As for Bruning's supposed political suicide, I don't see it - not on this one. For all the difficulty in defending a sex offender from political hysteria, I really don't think people are going to get up in arms on the behalf of one who received a fair trial. The short-term effects it will have on his family are unfortunate but in no way unjust.
Though some might feel differently, I have a hard time thinking of any of these decisions in terms of political wins or losses. Without any particular evidence to the contrary, I choose to believe these courts' decisions are guided by the law rather than their ramifications for voters, politicians, and our public institutions. If such proves not to be the case, particularly in the Hergert case that appears to have been handled quite abnormally, I hope readers will join me in standing up and speaking out.
And it must just be that time of year. Tomorrow, the Nebraska Supreme Court is scheduled to hear arguments in the legal challenge to the legislature's forced consolidation of the state's elementary-only, Class I school districts. While empathizing with the parents and communities battling this change, it is sad to see the extent to which their efforts have been politicized by the likes of our desperate governor, Dave Heineman, and the always self-interested Don Stenberg.
Frankly, the legislature had an obligation to Nebraska's students and taxpayers to force some sort of wake-up call on those Class I school districts that have increasingly become monetary and educational black holes. It is entirely understandable that a dying community should cling so tightly to its children and schools as matters of both public morale and pure economic survival. But here the legislature has done the responsible and, dare I suggest, merciful thing - not closing schools by mandate or stripping local control but rather by putting choices of priority and efficiency in the hands of school boards able to take a larger, less parochial view of the public interest.
I recently saw Congressman and gubernatorial candidate Tom Osborne speak, and he addressed this issue for which he has received some criticism for not being more supportive of the rural, Class I school districts hanging-on for survival, many of which are in his Third Congressional District.
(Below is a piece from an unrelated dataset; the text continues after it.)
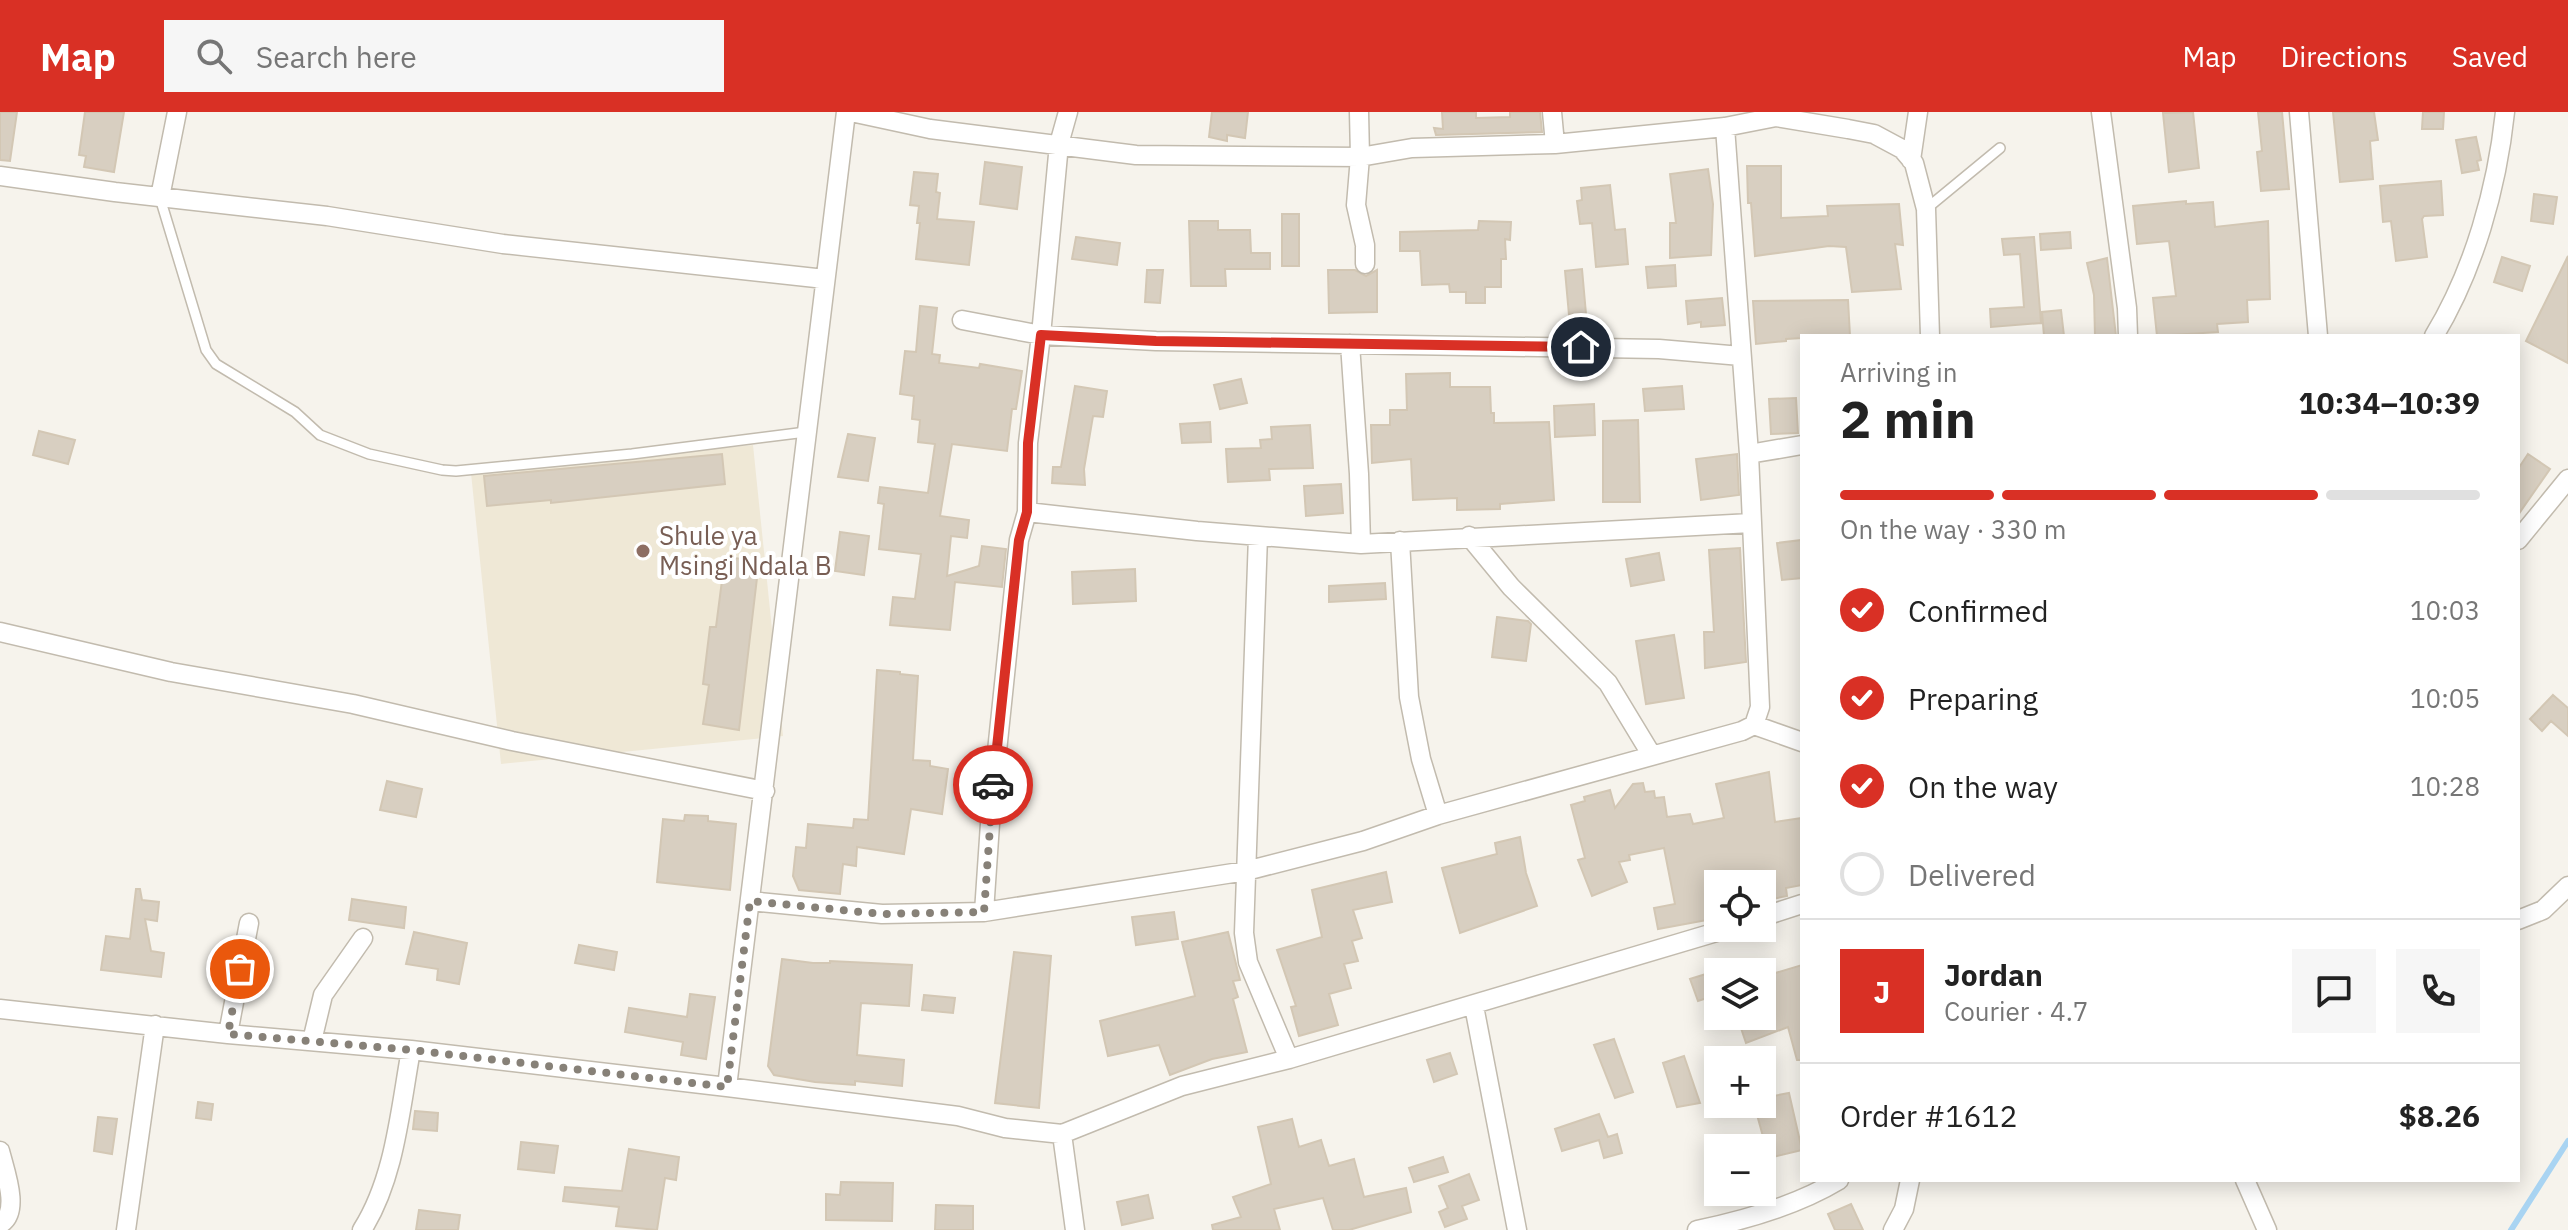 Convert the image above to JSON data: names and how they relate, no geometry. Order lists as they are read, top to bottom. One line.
{"places":["Shule ya Msingi Ndala B"],"page":{"header":"Map","search":"Search here","nav":["Map","Directions","Saved"],"heading":["2 min","Arriving in","10:34–10:39"],"panel":["Jordan","Courier · 4.7","Order #1612","$8.26"],"bar":"On the way · 330 m","list":[["Confirmed","10:03"],["Preparing","10:05"],["On the way","10:28"],"Delivered"],"map_buttons":["+","−"],"round":"J"}}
Thankfully, Osborne has resisted succumbing to these pressures, as opposed to the vote-grabbing Heineman, sticking simply to the message that something has to be done when, as he reported, there are 11 Class I's that have no students and others that are spending as much as $90,000 per student annually.
The legislature's hand was forced by those communities that have refused to accept reason, economic restraint, and their new reality. Again, there's little to celebrate in that but government actually choosing the responsible though politically difficult option, particularly in light of Heineman's cheaply undermining its efforts with his over-ridden veto and his continued attempts at reaping political benefit from this unfortunate battle.
Regardless of the Supreme Court's ultimate decision on this matter, I trust they will disregard the political pitfalls and decide as is best and most lawful for all Nebraskans.